La Fiscalía General confirmó que Édgar Eduardo Riveros Rey, Ana María Riveros Barbosa y Sonia Rocío Romero Hernández han realizado por medio de sus apoderados algunos acercamientos con el fin de finiquitar este beneficio judicial.
Manrique Soacha, prófugo de la justicia
El pasado 29 de julio, un juez de control de garantías de Bogotá cobijó con medida de aseguramiento en un centro carcelario, la orden judicial no pudo ser ejecutada, puesto que el exfuncionario no apareció.
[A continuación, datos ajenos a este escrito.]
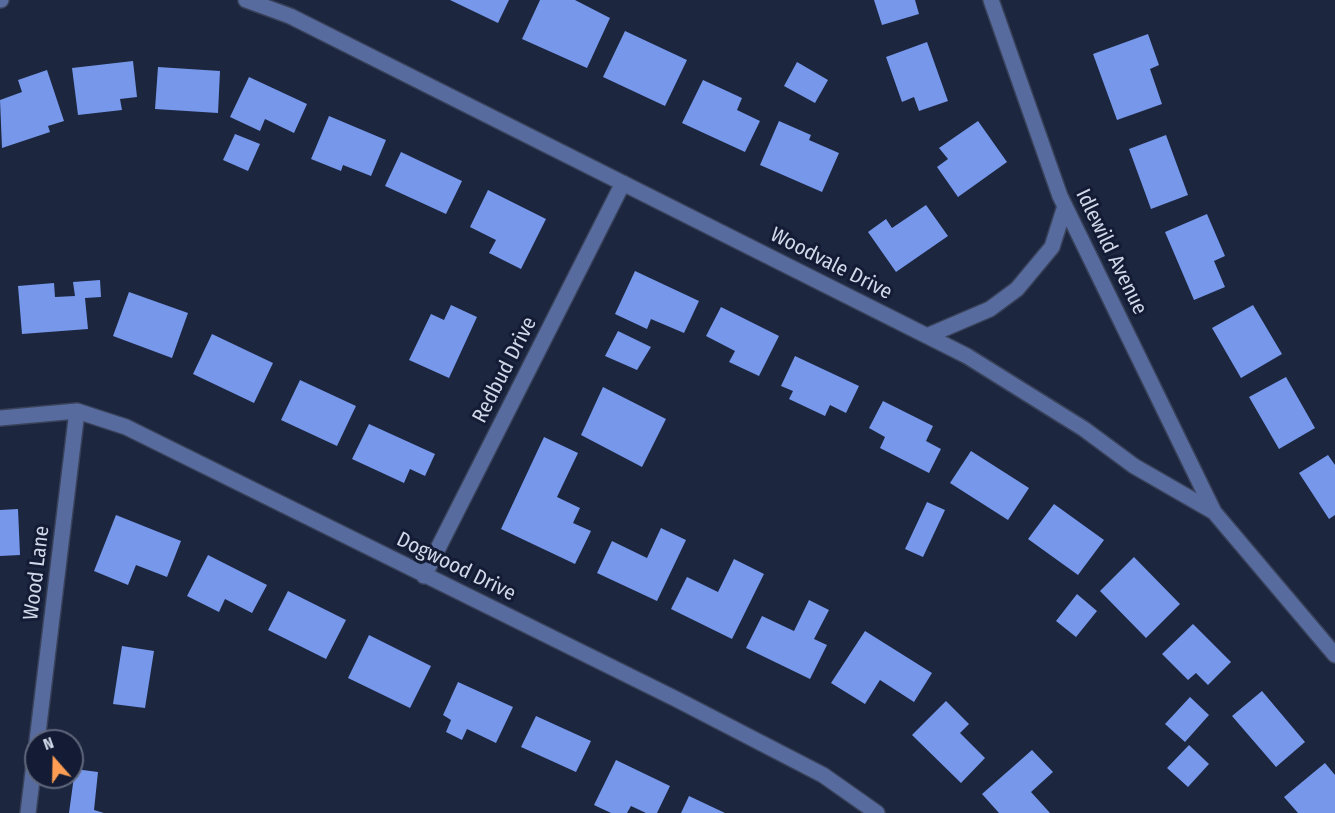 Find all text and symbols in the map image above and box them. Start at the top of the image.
street label: Idlewild Avenue [1070,185,1152,319]
street label: Woodvale Drive [766,223,896,305]
street label: Redbud Drive [468,313,542,427]
street label: Wood Lane [19,524,55,622]
street label: Dogwood Drive [392,527,520,607]
north arrow [24,729,84,789]
text: N [41,733,56,754] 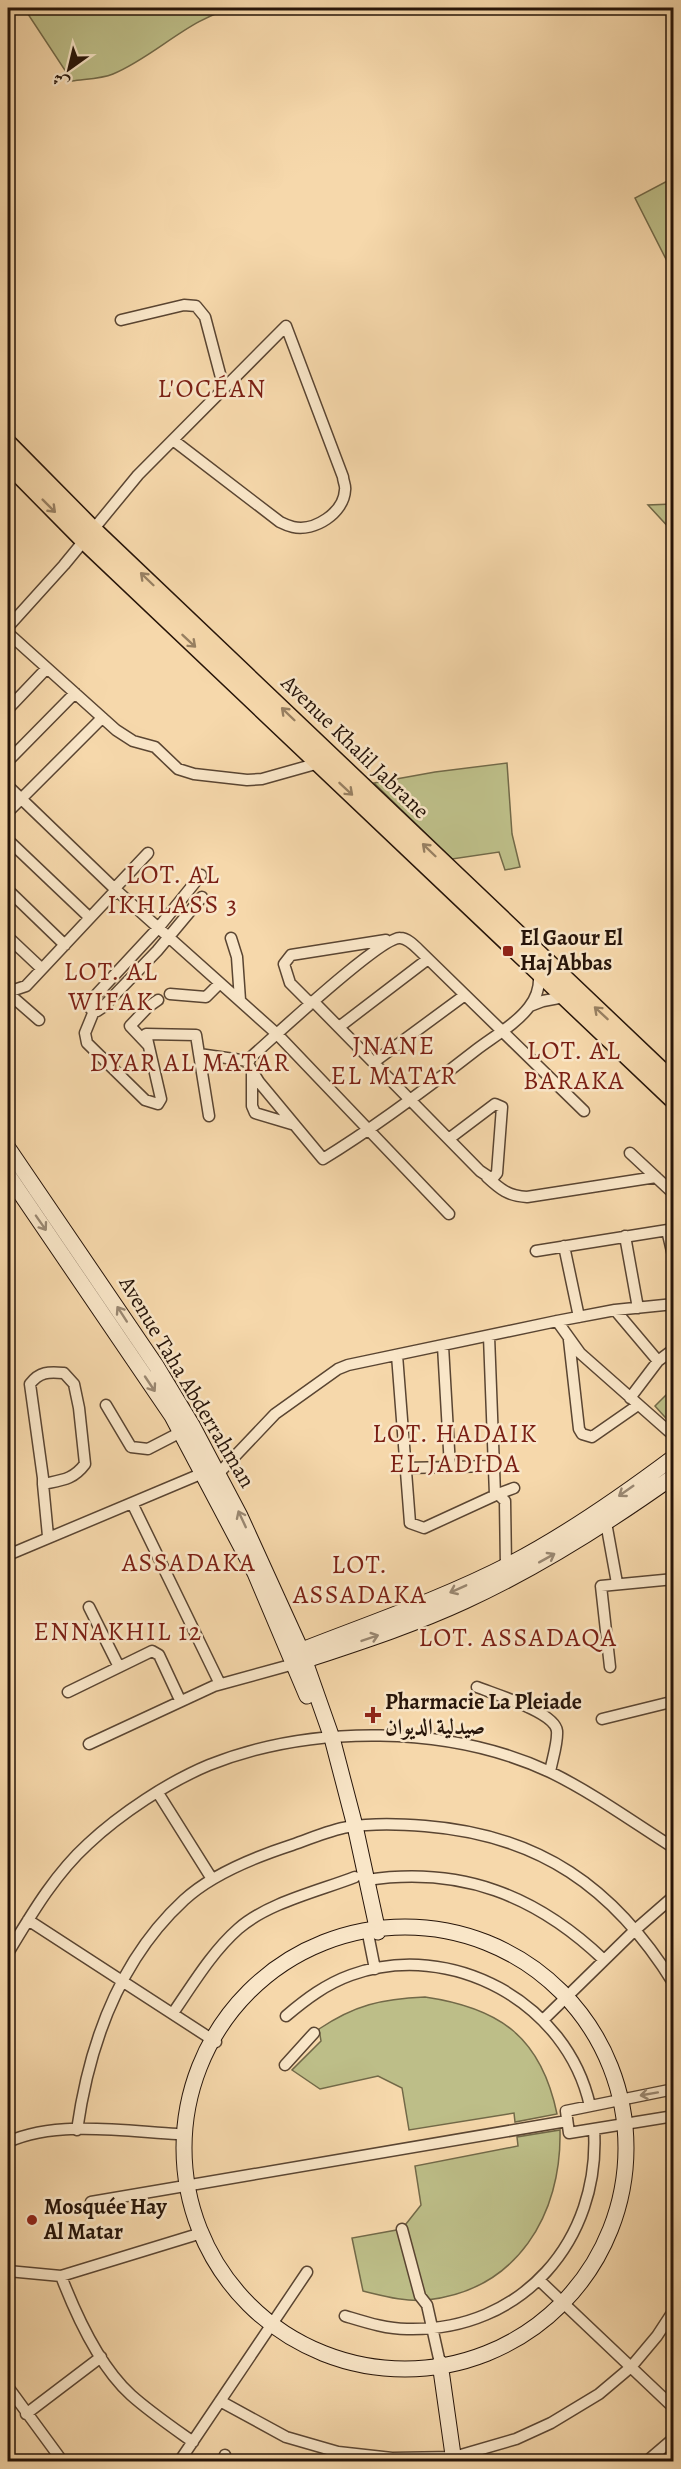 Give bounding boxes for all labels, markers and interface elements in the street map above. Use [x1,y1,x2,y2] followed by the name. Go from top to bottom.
[39,39,99,99] north arrow
[48,67,74,94] text: ش
[157,371,267,406] district label: L'OCÉAN
[41,498,56,513] one-way arrow
[140,572,155,587] one-way arrow
[182,634,197,648] one-way arrow
[274,668,436,826] street label: Avenue Khalil Jabrane
[281,707,296,722] one-way arrow
[338,782,353,796] one-way arrow
[421,842,436,857] one-way arrow
[107,857,239,922] district label: LOT. AL IKHLASS 3
[520,923,623,978] place label: El Gaour El Haj Abbas
[501,944,515,958] marker: El Gaour El Haj Abbas
[64,954,158,1019] district label: LOT. AL WIFAK
[593,1006,608,1020] one-way arrow
[331,1028,457,1093] district label: JNANE EL MATAR
[523,1033,625,1098] district label: LOT. AL BARAKA
[89,1045,291,1080] district label: DYAR AL MATAR
[35,1214,47,1230] one-way arrow
[111,1270,262,1493] street label: Avenue Taha Abderrahman
[116,1306,128,1323] one-way arrow
[145,1375,157,1392] one-way arrow
[372,1416,538,1481] district label: LOT. HADAIK EL JADIDA
[619,1485,635,1497] one-way arrow
[235,1510,247,1528] one-way arrow
[121,1545,256,1580] district label: ASSADAKA
[292,1547,427,1612] district label: LOT. ASSADAKA
[538,1552,555,1564] one-way arrow
[449,1583,467,1595] one-way arrow
[33,1614,203,1649] district label: ENNAKHIL 12
[419,1620,617,1655] district label: LOT. ASSADAQA
[360,1632,379,1643] one-way arrow
[385,1687,582,1742] place label: Pharmacie La Pleiade صيدلية الديوان
[366,1708,380,1722] marker: Pharmacie La Pleiade صيدلية الديوان
[640,2089,659,2100] one-way arrow
[43,2192,167,2247] place label: Mosquée Hay Al Matar
[25,2213,39,2227] marker: Mosquée Hay Al Matar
Debido a esto, se tramitó una orden de captura ante la Interpol.
Hasta el sol de hoy, no se tiene certeza sobre el paradero del exdirector del Departamento Administrativo de la Función Pública.
La Fiscalía General les imputó los delitos de concierto para delinquir agravado, interés indebido en la celebración de contratos, peculado por apropiación propio y en favor de terceros; lavado de activos, falsedad en documento privado y falsedad ideológica en documento público.
En dicha oportunidad se señaló que siendo funcionario tuvo una injerencia en el desvío de recursos que estaban en poder de la Agencia Nacional de Tierras (ANT).
Su gestión tuvo como objetivo lograr asegurar el dinero que iba a ser utilizado para la compra de congresistas y funcionarios.
Para esto, dio instrucciones precisas a funcionarios de Función Pública, la ANT y la UNGRD. Por sus labores, recibió una comisión de 3 mil millones de pesos.